- _Required work_
Show every line in the entries below where the word "cover" appears.

Collected data entries
'''

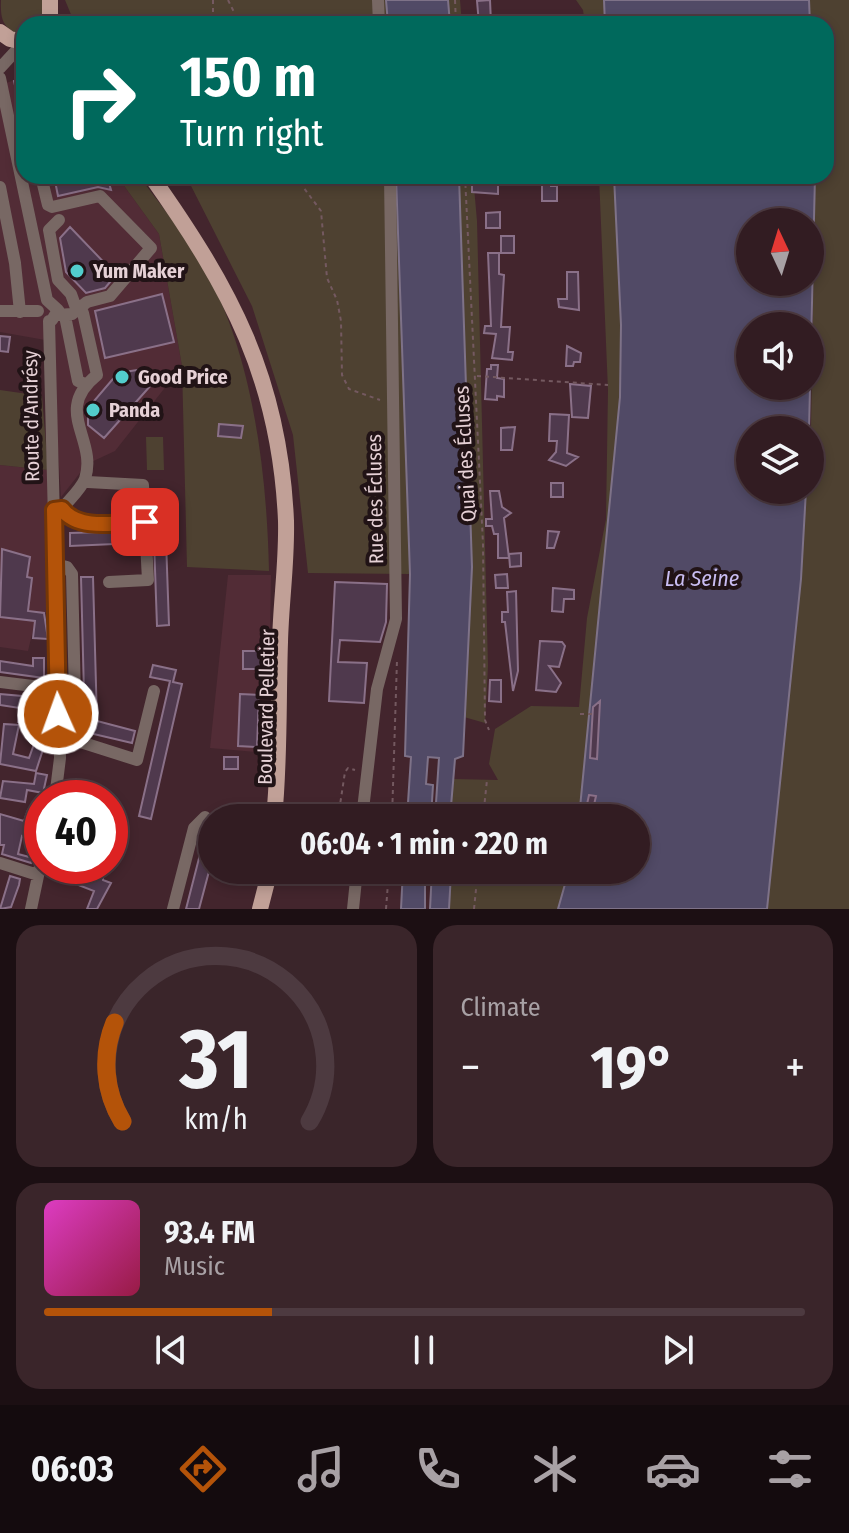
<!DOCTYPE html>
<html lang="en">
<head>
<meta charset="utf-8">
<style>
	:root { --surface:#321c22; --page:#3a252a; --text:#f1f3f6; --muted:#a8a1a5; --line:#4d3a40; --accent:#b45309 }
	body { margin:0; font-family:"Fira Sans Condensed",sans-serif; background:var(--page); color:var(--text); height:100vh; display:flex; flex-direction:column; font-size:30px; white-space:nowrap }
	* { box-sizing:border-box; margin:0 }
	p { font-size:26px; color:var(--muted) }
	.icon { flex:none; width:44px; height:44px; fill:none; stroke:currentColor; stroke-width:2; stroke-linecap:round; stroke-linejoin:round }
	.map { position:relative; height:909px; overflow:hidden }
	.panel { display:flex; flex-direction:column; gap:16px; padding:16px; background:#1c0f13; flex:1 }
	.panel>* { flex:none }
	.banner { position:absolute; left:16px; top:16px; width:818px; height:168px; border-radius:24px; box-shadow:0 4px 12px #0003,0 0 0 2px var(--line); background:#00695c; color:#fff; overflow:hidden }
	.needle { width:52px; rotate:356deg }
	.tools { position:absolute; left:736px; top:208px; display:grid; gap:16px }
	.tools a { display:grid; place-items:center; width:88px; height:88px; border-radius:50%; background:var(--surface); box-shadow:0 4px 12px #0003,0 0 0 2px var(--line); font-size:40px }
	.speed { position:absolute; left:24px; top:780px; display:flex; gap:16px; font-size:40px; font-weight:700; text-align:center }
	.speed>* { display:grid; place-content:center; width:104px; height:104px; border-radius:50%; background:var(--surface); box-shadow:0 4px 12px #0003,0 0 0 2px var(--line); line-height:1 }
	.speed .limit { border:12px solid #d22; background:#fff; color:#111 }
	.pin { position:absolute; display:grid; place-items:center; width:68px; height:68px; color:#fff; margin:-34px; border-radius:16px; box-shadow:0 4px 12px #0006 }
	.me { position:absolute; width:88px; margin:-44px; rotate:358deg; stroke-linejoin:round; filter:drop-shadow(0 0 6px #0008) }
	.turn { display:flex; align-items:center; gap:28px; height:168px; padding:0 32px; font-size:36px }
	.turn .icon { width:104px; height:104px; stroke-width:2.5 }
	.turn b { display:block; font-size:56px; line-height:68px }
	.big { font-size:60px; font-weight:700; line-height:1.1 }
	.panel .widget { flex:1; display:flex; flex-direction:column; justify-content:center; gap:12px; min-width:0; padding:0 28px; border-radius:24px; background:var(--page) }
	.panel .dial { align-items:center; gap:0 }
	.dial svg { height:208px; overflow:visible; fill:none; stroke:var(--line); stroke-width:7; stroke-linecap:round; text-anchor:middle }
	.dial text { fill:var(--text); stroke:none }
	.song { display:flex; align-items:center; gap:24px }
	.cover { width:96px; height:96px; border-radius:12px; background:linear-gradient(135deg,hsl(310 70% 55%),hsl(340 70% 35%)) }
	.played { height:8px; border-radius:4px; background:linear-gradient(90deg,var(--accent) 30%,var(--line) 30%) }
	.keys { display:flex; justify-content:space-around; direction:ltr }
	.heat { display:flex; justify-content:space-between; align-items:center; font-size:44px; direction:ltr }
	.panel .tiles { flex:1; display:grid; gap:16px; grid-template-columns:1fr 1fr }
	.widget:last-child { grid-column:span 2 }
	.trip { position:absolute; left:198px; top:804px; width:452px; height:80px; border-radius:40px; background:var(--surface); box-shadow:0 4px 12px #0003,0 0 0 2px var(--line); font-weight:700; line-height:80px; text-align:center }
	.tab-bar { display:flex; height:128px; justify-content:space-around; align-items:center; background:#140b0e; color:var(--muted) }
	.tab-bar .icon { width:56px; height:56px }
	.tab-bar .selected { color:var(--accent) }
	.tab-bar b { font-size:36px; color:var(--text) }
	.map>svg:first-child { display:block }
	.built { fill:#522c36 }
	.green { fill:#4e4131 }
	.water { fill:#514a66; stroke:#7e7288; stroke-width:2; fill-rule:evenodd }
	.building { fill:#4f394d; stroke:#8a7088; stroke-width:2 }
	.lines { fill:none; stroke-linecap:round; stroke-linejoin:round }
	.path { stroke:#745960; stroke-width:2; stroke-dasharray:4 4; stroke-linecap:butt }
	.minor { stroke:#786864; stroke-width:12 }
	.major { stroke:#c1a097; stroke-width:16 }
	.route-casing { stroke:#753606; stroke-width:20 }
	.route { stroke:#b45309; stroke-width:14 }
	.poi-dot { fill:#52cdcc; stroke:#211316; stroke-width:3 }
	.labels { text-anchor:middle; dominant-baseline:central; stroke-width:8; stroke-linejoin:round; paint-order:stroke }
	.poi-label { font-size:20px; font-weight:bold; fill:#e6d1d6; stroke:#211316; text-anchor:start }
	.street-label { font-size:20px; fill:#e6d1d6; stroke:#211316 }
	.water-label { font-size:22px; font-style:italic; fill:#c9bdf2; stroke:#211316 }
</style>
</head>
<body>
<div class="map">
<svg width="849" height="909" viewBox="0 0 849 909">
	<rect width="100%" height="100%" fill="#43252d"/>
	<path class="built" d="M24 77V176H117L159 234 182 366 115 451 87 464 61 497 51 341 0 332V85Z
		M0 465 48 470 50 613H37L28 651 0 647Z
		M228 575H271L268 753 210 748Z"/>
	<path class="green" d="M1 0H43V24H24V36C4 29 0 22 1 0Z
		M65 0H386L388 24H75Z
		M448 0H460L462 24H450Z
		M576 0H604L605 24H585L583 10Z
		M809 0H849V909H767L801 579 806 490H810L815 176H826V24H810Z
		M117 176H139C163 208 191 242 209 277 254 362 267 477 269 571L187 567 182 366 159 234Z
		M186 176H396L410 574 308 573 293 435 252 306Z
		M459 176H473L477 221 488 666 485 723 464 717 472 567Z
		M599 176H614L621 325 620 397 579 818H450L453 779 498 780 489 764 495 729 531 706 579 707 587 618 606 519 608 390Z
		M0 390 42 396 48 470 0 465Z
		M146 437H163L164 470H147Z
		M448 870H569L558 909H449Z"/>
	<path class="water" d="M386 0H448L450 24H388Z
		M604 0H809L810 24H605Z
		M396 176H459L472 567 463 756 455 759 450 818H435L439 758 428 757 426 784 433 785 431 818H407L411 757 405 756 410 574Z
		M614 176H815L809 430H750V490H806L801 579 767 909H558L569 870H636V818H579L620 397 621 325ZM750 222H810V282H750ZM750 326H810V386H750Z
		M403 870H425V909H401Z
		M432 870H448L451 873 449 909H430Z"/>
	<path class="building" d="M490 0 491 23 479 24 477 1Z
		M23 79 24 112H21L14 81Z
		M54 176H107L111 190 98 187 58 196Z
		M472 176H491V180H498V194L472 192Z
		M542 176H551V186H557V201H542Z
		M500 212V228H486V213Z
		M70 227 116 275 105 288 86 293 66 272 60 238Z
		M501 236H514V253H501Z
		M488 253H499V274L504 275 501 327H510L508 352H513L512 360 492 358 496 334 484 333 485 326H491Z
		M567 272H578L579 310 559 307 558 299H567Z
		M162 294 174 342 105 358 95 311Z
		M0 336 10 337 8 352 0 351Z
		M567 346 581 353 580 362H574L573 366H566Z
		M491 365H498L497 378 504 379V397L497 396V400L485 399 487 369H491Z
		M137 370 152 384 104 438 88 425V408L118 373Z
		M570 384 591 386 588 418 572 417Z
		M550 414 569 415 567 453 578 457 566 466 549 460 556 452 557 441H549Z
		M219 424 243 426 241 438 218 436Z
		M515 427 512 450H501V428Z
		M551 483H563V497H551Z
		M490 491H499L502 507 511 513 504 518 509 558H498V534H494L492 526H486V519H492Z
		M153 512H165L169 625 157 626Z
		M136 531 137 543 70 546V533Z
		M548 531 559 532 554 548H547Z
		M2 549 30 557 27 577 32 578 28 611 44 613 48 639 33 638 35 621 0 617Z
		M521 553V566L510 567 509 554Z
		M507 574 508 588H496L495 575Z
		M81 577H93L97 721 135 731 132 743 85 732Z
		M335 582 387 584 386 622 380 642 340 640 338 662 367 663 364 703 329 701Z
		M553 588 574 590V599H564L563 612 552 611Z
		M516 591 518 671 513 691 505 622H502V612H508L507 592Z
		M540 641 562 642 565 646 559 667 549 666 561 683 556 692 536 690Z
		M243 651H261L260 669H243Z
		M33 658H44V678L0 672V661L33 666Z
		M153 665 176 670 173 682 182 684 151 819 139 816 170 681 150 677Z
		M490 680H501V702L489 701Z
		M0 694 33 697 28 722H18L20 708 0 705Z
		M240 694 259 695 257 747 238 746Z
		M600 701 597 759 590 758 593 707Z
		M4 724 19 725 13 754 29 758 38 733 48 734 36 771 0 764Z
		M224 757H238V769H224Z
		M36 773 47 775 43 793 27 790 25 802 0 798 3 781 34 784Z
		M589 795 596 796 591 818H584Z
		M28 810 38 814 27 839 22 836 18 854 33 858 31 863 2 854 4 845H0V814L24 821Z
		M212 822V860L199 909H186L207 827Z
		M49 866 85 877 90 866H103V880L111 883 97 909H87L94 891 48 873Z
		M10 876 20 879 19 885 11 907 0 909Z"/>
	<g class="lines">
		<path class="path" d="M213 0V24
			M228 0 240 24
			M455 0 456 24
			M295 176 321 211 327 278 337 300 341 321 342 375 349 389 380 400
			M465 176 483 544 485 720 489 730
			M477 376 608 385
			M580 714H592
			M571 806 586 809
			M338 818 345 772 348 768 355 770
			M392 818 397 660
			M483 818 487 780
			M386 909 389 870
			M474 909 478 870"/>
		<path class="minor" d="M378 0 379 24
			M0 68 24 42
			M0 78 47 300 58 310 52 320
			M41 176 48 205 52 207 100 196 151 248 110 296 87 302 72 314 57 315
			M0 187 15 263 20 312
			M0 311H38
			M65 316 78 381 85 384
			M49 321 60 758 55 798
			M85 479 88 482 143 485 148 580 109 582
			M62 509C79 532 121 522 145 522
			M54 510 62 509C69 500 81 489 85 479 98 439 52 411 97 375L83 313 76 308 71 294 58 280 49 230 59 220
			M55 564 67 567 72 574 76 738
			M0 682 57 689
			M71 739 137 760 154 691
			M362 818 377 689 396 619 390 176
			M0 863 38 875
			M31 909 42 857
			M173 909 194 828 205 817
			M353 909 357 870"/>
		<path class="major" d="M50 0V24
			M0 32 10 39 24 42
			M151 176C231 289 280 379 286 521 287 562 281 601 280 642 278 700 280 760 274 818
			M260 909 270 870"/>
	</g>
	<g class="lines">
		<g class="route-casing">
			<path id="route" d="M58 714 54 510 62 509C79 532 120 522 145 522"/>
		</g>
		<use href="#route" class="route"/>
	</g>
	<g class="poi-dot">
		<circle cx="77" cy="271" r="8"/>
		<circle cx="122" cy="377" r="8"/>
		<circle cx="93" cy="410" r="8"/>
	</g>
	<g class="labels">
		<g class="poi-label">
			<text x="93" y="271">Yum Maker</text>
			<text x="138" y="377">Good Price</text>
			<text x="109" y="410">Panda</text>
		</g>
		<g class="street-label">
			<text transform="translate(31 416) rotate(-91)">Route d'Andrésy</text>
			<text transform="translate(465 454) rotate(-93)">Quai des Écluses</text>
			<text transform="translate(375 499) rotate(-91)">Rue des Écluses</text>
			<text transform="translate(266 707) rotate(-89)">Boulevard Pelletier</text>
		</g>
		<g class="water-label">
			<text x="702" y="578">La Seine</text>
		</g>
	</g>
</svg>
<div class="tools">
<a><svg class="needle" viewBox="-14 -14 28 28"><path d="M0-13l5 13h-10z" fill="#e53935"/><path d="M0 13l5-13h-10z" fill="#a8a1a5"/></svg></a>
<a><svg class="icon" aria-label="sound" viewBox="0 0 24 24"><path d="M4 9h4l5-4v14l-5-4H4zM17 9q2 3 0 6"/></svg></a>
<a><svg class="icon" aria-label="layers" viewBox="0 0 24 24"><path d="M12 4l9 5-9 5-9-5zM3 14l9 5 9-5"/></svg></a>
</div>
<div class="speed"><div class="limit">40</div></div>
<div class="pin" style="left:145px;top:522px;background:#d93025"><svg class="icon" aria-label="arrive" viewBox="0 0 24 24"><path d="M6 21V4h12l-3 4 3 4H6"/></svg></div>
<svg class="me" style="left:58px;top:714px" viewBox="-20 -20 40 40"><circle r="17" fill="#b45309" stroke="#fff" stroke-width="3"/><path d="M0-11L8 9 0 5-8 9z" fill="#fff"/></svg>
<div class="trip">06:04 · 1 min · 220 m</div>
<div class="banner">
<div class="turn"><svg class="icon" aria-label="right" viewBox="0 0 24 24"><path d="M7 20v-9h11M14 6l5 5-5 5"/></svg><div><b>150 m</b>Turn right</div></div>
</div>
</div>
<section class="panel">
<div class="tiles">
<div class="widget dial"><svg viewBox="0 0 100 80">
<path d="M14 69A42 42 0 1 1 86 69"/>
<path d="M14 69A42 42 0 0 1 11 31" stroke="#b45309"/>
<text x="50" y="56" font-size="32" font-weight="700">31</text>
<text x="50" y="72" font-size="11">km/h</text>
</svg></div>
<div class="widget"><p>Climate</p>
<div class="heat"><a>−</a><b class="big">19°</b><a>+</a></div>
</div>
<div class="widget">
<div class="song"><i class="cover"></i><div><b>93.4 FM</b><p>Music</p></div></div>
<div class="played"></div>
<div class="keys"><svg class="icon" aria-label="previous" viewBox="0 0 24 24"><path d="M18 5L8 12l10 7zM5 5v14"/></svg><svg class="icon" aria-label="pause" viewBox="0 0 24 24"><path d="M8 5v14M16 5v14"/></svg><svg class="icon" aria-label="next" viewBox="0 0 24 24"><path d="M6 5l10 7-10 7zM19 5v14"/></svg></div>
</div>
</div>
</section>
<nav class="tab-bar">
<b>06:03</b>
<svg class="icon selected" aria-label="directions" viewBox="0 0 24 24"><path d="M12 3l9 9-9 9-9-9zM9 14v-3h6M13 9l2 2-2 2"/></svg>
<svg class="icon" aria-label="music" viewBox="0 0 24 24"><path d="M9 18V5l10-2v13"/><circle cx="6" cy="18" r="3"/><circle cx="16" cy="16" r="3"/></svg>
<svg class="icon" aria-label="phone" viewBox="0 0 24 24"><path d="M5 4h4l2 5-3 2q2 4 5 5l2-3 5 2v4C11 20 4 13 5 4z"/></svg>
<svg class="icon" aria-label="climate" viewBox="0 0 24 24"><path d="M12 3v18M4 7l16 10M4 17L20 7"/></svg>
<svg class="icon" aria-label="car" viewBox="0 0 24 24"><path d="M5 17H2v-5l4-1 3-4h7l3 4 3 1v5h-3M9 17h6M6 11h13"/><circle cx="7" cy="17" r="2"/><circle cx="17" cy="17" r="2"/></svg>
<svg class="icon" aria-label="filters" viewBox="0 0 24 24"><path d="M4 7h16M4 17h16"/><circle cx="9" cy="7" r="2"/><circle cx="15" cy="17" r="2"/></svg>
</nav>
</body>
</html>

'''

- _Exercise result_
	.cover { width:96px; height:96px; border-radius:12px; background:linear-gradient(135deg,hsl(310 70% 55%),hsl(340 70% 35%)) }
<div class="song"><i class="cover"></i><div><b>93.4 FM</b><p>Music</p></div></div>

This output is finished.